Microstructural evolution of carbides and its effect on tribological properties of SAPS or HVOF sprayed NiCr–Cr3C2 coatings

Abstract The wear resistance of NiCr–Cr 3 C 2 cermet coatings is highly dependent on the feature of hard carbides. In the present work, NiCr–Cr 3 C 2 coatings were deposited by two typical high-velocity spraying methods including supersonic atmospheric plasma spraying (SAPS) and high velocity oxygen-fuel (HVOF) spraying. The microstructural evolution of hard carbides and its effect on the tribological properties of as-sprayed coatings were systematically studied.
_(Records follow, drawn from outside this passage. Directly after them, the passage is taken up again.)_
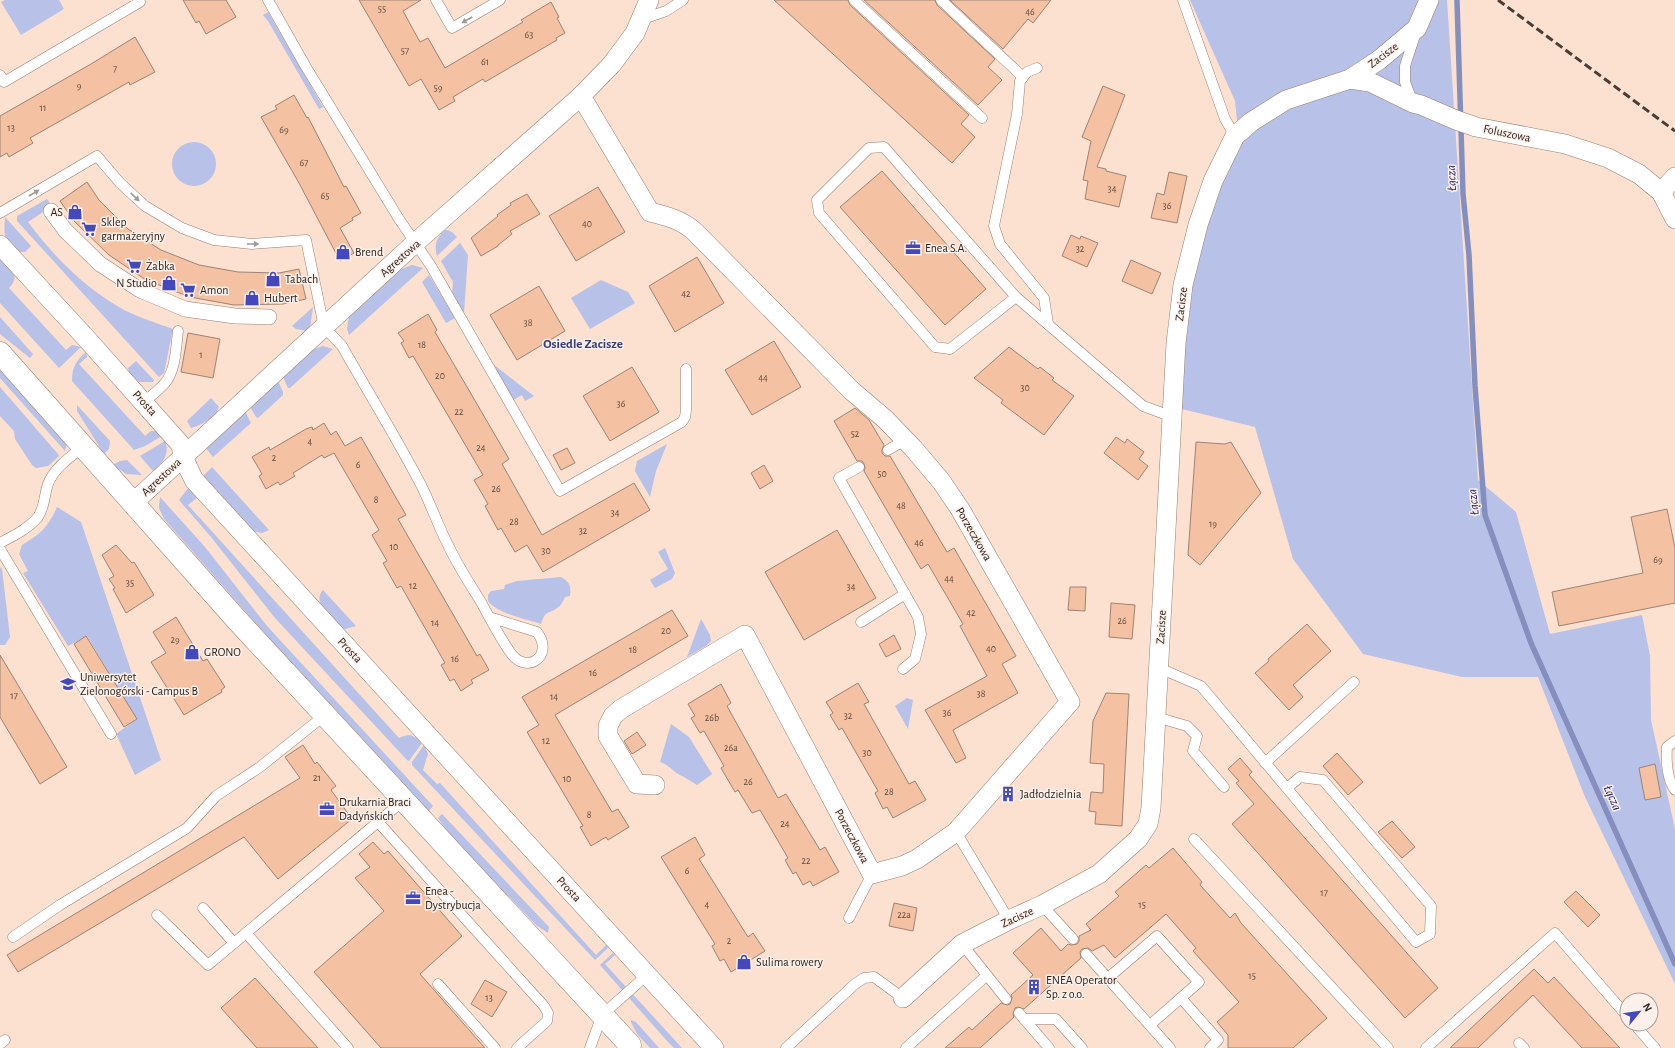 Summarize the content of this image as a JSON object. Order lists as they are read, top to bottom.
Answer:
{
  "streets": {
    "street": [
      "Zacisze",
      "Foluszowa",
      "Agrestowa",
      "Prosta",
      "Porzeczkowa"
    ]
  },
  "crossings": [
    ["Zacisze", "Foluszowa"],
    ["Agrestowa", "Prosta"],
    ["Agrestowa", "Porzeczkowa"]
  ],
  "districts": ["Osiedle Zacisze"],
  "water": ["Łącza"],
  "places": {
    "shop": [
      "AS",
      "Brend",
      "Tabach",
      "N Studio",
      "Hubert",
      "GRONO",
      "Sulima rowery"
    ],
    "supermarket": ["Sklep garmażeryjny", "Żabka", "Amon"],
    "office": ["Enea S.A.", "Drukarnia Braci Dadyńskich", "Enea - Dystrybucja"],
    "school or university": ["Uniwersytet Zielonogórski - Campus B"],
    "building": ["Jadłodzielnia", "ENEA Operator Sp. z o.o."]
  },
  "house_numbers": [
    "55",
    "46",
    "63",
    "57",
    "61",
    "7",
    "9",
    "59",
    "11",
    "13",
    "69",
    "67",
    "34",
    "65",
    "36",
    "40",
    "32",
    "42",
    "38",
    "18",
    "1",
    "20",
    "44",
    "30",
    "36",
    "22",
    "52",
    "4",
    "24",
    "2",
    "6",
    "50",
    "26",
    "8",
    "48",
    "34",
    "28",
    "19",
    "32",
    "46",
    "10",
    "30",
    "69",
    "44",
    "35",
    "12",
    "34",
    "42",
    "26",
    "14",
    "20",
    "29",
    "40",
    "18",
    "16",
    "16",
    "38",
    "17",
    "14",
    "36",
    "32",
    "26b",
    "12",
    "26a",
    "30",
    "21",
    "10",
    "26",
    "28",
    "8",
    "24",
    "22",
    "6",
    "17",
    "4",
    "15",
    "22a",
    "2",
    "15",
    "13"
  ],
  "north": "top right"
} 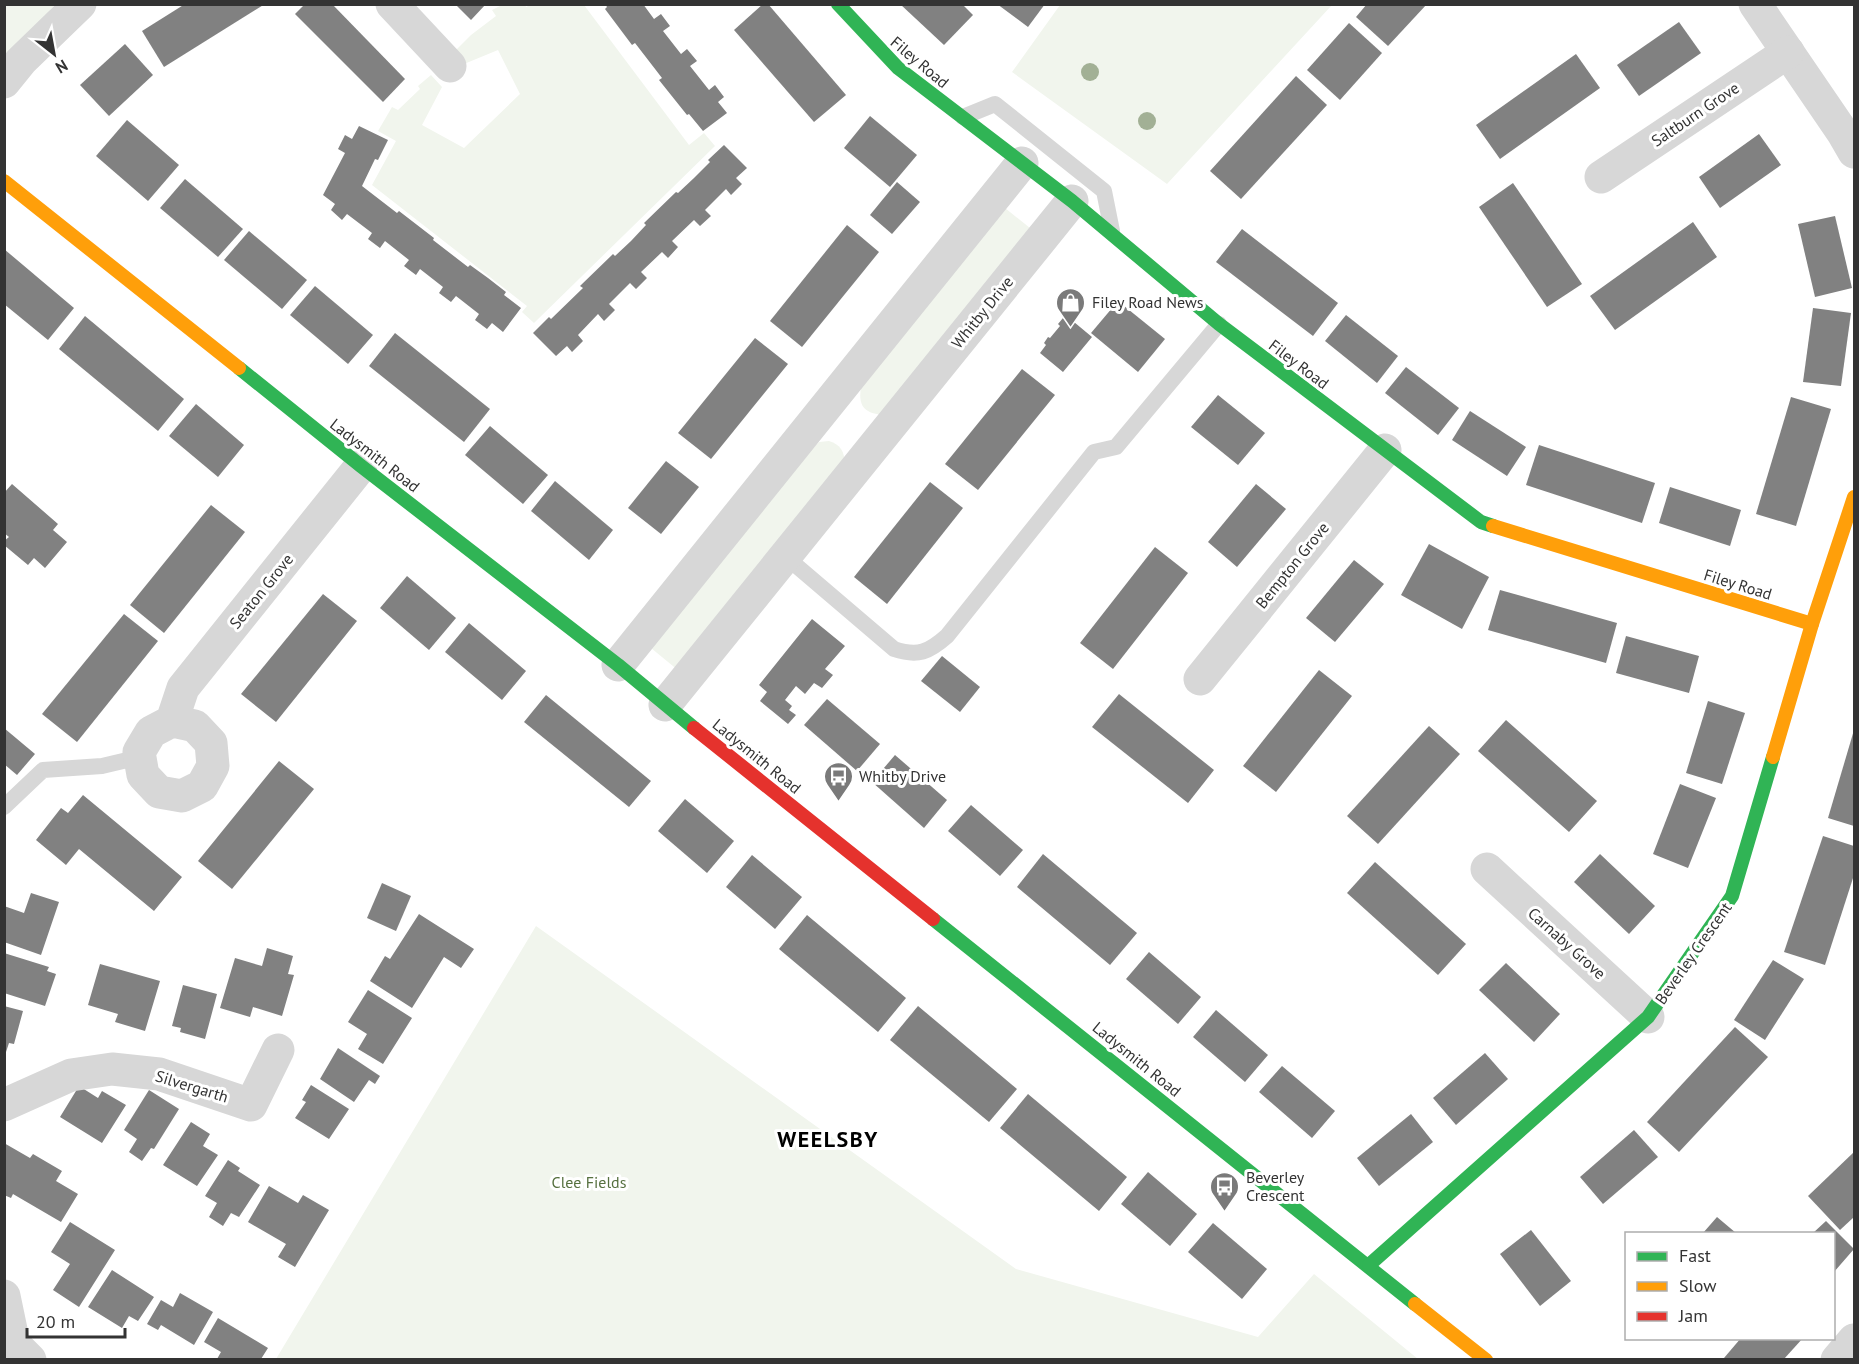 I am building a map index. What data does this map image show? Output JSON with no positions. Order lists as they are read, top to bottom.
{
  "streets": {
    "street": [
      "Filey Road",
      "Saltburn Grove",
      "Whitby Drive",
      "Ladysmith Road",
      "Bempton Grove",
      "Seaton Grove",
      "Carnaby Grove",
      "Beverley Crescent",
      "Silvergarth"
    ]
  },
  "crossings": [
    ["Filey Road", "Whitby Drive"],
    ["Filey Road", "Bempton Grove"],
    ["Filey Road", "Beverley Crescent"],
    ["Whitby Drive", "Ladysmith Road"],
    ["Ladysmith Road", "Seaton Grove"],
    ["Ladysmith Road", "Beverley Crescent"],
    ["Carnaby Grove", "Beverley Crescent"]
  ],
  "districts": ["WEELSBY"],
  "parks": ["Clee Fields"],
  "places": {
    "shop": ["Filey Road News"],
    "bus stop": ["Whitby Drive", "Beverley Crescent"]
  },
  "legend": ["Fast", "Slow", "Jam"],
  "scale_bar": "20 m",
  "north": "bottom right"
}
The results suggested that a large number of hard carbides dissolved or diffused with molten metal binder and then precipitated as the form of Cr 23 C 6 from supersaturated molten metal binder, leading to the formation of interface transition zone and network carbides. Compared with HVOF-coating, although SAPS-coating had slightly higher porosity and lower hardness, a large number of large-size network carbides and a high content of interface transition zone resulted in a lower friction coefficient (0.14) and wear rate (0.77 × 10 −5  μm/N·s) under heavy load, owning to the high temperature and reducing atmosphere of supersonic plasma jet. The main wear mechanism of SAPS-/HVOF-coating was associated with abrasive and slight adhesive wear, and a small amount of delamination was also observed on the wear track of SAPS-coating. The wear debris of both coatings mainly consisted of Cr 2 O 3 and NiCr 2 O 4 accompanied by a small amount of free graphite.